I can't even imagine it, in fact. I'm a man. I can never be forced to make that decision or live with its consequences. And that's why I have always believed that I (or anyone else with a penis) lack the right equipment or life experience to dictate what decisions a woman should be forced to make regarding her own body.

Yes, we have become a nation with more respect for an unborn fetus's existence than for the lives of young schoolchildren that may die in a hail of bullets because the small-dicked gun lobby can't envision life without their AR-15s by their sides.

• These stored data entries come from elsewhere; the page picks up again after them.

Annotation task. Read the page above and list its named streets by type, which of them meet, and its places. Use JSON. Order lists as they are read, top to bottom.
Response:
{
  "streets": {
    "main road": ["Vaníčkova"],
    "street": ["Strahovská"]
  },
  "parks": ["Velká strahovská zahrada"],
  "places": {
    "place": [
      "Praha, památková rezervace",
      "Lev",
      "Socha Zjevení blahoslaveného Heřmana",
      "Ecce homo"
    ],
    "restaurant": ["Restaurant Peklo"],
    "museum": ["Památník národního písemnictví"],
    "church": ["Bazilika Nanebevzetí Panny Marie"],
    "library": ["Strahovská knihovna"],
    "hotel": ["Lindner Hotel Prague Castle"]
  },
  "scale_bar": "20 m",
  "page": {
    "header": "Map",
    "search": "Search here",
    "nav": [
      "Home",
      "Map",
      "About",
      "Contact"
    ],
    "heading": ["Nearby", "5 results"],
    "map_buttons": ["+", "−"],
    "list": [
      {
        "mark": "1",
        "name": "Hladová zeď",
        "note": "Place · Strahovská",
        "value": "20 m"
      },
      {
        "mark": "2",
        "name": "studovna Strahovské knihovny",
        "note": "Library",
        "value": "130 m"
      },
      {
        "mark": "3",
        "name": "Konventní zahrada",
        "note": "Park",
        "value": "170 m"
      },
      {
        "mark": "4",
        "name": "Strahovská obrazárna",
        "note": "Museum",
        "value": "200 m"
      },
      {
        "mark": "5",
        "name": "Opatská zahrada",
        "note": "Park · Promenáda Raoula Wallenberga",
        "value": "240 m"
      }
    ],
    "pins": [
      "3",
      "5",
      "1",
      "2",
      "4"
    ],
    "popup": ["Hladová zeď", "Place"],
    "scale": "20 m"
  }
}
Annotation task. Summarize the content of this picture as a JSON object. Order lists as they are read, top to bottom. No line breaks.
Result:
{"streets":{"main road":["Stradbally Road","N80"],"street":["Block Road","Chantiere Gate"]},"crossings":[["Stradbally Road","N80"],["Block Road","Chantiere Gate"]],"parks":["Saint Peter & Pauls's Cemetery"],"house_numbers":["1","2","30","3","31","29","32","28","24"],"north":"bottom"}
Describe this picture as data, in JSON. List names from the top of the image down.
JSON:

I am profoundly sorry as I write this. I'm sorry that for women all over this country, triumph one day turned to tragedy the next. I'm sorry that men have given you another reason to look at all of us as "the bad guys" in all this. I'm even sorry for the curious preponderance of women in some parts of the country that allow their warped, fundamentalist religious beliefs to trap them in a web of continued subservience to their male partners. They fail to take responsibility for their own existence because their God tells them that's so -- and in that, they have become traitors to their gender and traitors to a nation, effectively blocking the efforts of our Constitution to offer full and righteous equality to all of its citizens.

If women throughout America would rise up in unison to reject this draconian decision, it would be reversed. I fully believe that. 

One last note -- I was warned earlier today that this was not a day in which any man should be telling women that they NEED to do something, but I disagree. We're not getting the job done, ladies, so you must. My most fervent wish is that you succeed where we have failed.